LA FAYETTE, NOUS VOILA !


197ème semaine

Du lundi 6 au dimanche 12 mai 1918


L’ARRIVÉE DES AMÉRICAINS


Il est bon de le dire clairement : si les Américains n’étaient pas venus au secours des Alliés à partir de 1917, la cause de ceux-ci aurait été bien compromise et la guerre peut-être perdue. La révolution russe avait en effet suspendu le front oriental sur lequel étaient engagées de nombreuses forces allemandes, forces aussitôt transférées sur le front français.

Le 14 mai 1917, le maréchal Joseph Joffre et le secrétaire à la Guerre des États-Unis, Newton D. Baker, signent un accord qui prévoit :
- L'envoi d’un corps expéditionnaire, l'American Expeditionary Force (AEF), dont la France fournira les armements et munitions en contrepartie de l’envoi des matières premières nécessaires à leur fabrication.
- Une avant-garde de 16 à 20 000 combattants sera transportée en France début juin. Le général Pershing est placé à la tête de l'AEF.
- Aussitôt que possible les États-Unis enverront 50 000 hommes appartenant aux unités techniques (service automobile, chemin de fer, routes, santé, subsistances, etc.) pour préparer l'arrivée du gros des troupes.
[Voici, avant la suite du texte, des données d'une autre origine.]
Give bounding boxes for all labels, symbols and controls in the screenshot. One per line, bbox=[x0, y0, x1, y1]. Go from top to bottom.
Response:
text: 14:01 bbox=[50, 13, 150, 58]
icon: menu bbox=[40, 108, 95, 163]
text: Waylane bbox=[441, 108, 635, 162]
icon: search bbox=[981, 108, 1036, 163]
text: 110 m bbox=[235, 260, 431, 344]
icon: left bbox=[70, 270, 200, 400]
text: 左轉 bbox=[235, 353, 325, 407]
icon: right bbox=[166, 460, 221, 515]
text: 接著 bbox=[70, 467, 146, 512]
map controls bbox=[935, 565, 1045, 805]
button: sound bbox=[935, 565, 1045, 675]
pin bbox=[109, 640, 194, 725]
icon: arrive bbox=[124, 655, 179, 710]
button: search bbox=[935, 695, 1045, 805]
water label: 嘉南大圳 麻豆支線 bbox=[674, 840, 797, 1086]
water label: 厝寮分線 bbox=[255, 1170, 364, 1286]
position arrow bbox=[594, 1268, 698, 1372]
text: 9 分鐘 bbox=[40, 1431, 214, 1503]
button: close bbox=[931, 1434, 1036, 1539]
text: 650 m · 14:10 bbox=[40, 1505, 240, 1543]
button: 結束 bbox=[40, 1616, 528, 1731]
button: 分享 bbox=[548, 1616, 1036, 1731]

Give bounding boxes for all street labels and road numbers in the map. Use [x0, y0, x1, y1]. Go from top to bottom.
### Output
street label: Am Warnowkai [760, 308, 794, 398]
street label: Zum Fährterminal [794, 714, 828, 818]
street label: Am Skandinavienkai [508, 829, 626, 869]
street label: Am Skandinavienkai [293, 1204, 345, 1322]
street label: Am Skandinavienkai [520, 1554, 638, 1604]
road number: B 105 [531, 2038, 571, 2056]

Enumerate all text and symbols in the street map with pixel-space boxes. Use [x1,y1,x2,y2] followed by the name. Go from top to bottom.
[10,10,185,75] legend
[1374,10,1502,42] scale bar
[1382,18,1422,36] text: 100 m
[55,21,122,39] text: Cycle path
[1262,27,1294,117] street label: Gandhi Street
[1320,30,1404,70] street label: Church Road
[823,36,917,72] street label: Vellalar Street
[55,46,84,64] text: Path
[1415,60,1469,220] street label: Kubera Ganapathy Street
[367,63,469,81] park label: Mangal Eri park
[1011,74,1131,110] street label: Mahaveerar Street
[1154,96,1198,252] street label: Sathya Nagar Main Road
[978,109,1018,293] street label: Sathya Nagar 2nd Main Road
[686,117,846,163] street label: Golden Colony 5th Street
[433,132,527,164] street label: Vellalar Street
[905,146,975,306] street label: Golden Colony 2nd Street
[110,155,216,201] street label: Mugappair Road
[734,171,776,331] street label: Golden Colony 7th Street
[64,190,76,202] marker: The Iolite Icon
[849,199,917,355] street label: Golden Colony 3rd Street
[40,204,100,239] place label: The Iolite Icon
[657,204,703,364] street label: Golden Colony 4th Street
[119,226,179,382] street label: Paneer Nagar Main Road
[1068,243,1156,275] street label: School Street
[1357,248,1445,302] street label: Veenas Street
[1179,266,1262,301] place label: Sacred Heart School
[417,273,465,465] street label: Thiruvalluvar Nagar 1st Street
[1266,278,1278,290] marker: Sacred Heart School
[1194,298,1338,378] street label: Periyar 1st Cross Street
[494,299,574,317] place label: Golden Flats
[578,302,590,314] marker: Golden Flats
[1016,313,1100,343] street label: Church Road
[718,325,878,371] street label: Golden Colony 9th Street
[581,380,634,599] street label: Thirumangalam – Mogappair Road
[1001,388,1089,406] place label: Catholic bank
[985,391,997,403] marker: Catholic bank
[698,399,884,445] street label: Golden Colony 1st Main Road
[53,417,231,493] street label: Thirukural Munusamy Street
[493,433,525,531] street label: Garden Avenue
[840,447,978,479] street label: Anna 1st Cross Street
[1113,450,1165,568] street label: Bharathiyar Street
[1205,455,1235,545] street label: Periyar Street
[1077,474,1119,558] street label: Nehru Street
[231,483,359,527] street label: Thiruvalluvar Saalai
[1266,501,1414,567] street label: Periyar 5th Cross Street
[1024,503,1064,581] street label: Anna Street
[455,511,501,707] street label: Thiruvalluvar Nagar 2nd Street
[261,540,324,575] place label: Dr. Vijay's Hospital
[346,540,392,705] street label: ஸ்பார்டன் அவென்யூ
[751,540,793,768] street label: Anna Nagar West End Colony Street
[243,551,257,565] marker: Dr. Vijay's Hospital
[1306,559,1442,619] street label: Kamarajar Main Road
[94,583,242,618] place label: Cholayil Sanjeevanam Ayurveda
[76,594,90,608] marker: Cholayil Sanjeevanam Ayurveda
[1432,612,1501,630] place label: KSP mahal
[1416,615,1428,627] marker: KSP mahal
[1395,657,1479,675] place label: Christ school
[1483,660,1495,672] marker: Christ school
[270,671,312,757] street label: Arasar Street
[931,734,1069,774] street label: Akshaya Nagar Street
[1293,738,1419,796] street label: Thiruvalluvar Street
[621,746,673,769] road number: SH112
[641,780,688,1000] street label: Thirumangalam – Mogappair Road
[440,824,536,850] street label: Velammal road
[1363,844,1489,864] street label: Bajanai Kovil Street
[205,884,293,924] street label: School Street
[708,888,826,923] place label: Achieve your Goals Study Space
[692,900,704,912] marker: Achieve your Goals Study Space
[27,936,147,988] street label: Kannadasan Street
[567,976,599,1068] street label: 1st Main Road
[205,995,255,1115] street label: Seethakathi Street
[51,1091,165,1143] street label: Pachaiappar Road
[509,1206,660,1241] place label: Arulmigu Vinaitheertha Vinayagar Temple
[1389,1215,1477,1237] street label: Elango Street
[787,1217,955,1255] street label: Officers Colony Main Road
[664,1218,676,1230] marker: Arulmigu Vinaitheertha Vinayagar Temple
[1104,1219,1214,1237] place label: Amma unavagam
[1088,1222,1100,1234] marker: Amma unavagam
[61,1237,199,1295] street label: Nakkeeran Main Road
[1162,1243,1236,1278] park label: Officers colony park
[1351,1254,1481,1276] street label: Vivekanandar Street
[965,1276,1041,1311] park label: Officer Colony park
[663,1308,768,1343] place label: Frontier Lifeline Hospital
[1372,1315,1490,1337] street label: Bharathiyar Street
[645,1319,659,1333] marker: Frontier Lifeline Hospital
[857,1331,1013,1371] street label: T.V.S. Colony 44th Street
Pershing est arrivé, eh ! eh !
Le 13 juin 1917, 177 Américains, dont le général John Pershing, commandant en chef du corps expéditionnaire, et le capitaine George Patton, débarquent à Boulogne-sur-Mer dans la liesse populaire. « Avec leurs uniformes de drap olive, leurs feutres à larges bords, leurs ceintures à pochettes multiples, cette allure de jeunes cow-boys de l'Ouest américain, ils apportaient une note de pittoresque inédit dans nos décors de guerre », relate le journal L'Illustration.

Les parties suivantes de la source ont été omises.